What the exercise asks —
Find the lines in the records that carry the word "Ettore". Copy each one.

(Data entries)
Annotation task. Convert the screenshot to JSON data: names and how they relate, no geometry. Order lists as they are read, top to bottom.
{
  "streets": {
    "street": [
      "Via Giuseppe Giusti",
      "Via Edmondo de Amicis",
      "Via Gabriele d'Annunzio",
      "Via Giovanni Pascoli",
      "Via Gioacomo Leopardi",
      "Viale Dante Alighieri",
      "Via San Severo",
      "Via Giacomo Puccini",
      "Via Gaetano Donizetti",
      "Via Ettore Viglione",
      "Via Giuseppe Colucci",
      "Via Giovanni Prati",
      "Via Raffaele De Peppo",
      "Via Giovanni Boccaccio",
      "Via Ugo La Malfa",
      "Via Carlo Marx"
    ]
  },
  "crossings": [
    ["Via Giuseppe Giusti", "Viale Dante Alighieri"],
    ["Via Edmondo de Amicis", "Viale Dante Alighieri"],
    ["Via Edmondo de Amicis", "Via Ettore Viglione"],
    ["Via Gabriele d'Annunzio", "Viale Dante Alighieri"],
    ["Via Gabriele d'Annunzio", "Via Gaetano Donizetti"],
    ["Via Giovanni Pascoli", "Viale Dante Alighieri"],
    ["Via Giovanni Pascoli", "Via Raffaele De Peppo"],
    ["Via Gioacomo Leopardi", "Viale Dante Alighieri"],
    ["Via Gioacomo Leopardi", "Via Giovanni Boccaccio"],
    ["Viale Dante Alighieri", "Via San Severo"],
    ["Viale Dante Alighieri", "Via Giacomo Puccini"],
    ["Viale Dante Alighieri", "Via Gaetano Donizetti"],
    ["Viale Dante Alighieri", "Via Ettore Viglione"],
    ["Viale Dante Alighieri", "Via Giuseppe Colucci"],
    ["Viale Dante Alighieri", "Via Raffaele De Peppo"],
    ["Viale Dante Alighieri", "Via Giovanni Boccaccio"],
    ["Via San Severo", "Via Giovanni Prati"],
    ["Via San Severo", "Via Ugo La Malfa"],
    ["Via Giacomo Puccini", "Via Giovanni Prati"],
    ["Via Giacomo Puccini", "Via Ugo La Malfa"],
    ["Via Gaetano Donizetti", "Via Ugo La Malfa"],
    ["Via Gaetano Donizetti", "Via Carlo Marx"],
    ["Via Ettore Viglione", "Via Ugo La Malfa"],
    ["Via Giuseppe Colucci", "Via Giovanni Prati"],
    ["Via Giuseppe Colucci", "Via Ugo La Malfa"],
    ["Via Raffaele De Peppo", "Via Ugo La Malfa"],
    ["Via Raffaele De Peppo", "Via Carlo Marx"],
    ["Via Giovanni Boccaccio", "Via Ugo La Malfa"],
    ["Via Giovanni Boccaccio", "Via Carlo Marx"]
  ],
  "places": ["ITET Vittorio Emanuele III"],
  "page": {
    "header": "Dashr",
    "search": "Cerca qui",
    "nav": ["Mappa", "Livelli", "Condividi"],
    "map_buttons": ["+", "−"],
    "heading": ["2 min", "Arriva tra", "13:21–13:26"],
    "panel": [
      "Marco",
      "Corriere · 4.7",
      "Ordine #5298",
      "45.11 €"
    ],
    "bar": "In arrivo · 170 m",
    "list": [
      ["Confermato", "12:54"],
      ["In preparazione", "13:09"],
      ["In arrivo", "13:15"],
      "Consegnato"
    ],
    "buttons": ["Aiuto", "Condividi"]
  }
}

Written solution —
      "Via Ettore Viglione",
    ["Via Edmondo de Amicis", "Via Ettore Viglione"],
    ["Viale Dante Alighieri", "Via Ettore Viglione"],
    ["Via Ettore Viglione", "Via Ugo La Malfa"],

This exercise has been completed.